=== WHAT YOU WILL DO ===
Determine the count of lines in the data below that include the word "Alfaro", and give nothing besides it.

Stored data

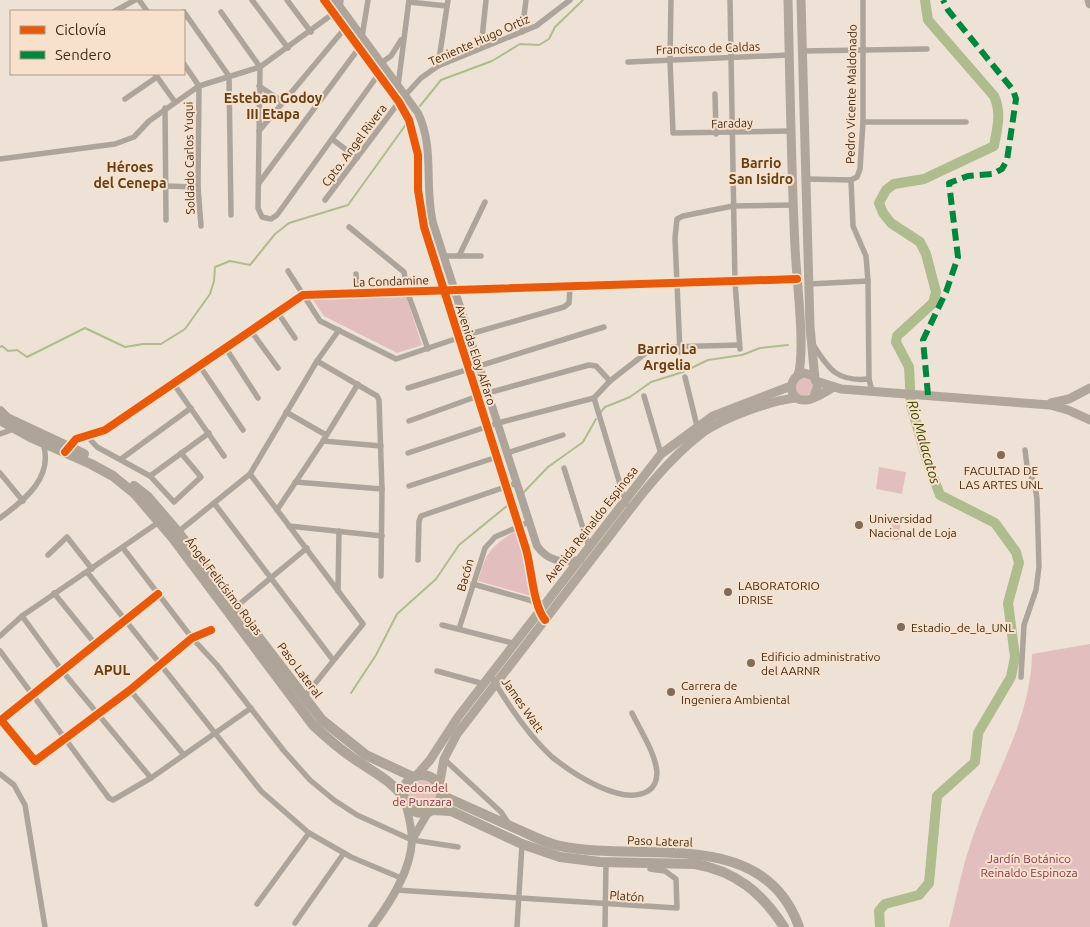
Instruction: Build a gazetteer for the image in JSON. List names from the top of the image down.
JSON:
{
  "streets": {
    "highway": ["Ángel Felicísimo Rojas", "Paso Lateral"],
    "main road": ["Avenida Reinaldo Espinosa"],
    "street": [
      "Teniente Hugo Ortiz",
      "Francisco de Caldas",
      "Pedro Vicente Maldonado",
      "Faraday",
      "Cpto. Angel Rivera",
      "Soldado Carlos Yuqui",
      "La Condamine",
      "Avenida Eloy Alfaro",
      "Bacón",
      "James Watt",
      "Platón"
    ]
  },
  "crossings": [
    ["Teniente Hugo Ortiz", "Cpto. Angel Rivera"],
    ["Teniente Hugo Ortiz", "Avenida Eloy Alfaro"],
    ["Francisco de Caldas", "Faraday"],
    ["Cpto. Angel Rivera", "Avenida Eloy Alfaro"],
    ["La Condamine", "Avenida Eloy Alfaro"],
    ["Avenida Eloy Alfaro", "Avenida Reinaldo Espinosa"],
    ["Avenida Eloy Alfaro", "Bacón"],
    ["Avenida Reinaldo Espinosa", "Ángel Felicísimo Rojas"],
    ["Avenida Reinaldo Espinosa", "Paso Lateral"],
    ["Avenida Reinaldo Espinosa", "James Watt"],
    ["Ángel Felicísimo Rojas", "Paso Lateral"]
  ],
  "districts": [
    "Esteban Godoy III Etapa",
    "Barrio San Isidro",
    "Héroes del Cenepa",
    "Barrio La Argelia",
    "APUL"
  ],
  "water": ["Rio Malacatos"],
  "parks": ["Redondel de Punzara", "Jardín Botánico Reinaldo Espinoza"],
  "places": [
    "FACULTAD DE LAS ARTES UNL",
    "Universidad Nacional de Loja",
    "LABORATORIO IDRISE",
    "Estadio_de_la_UNL",
    "Edificio administrativo del AARNR",
    "Carrera de Ingeniera Ambiental"
  ],
  "legend": ["Ciclovía", "Sendero"]
}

=== PROBLEM SOLUTION ===
6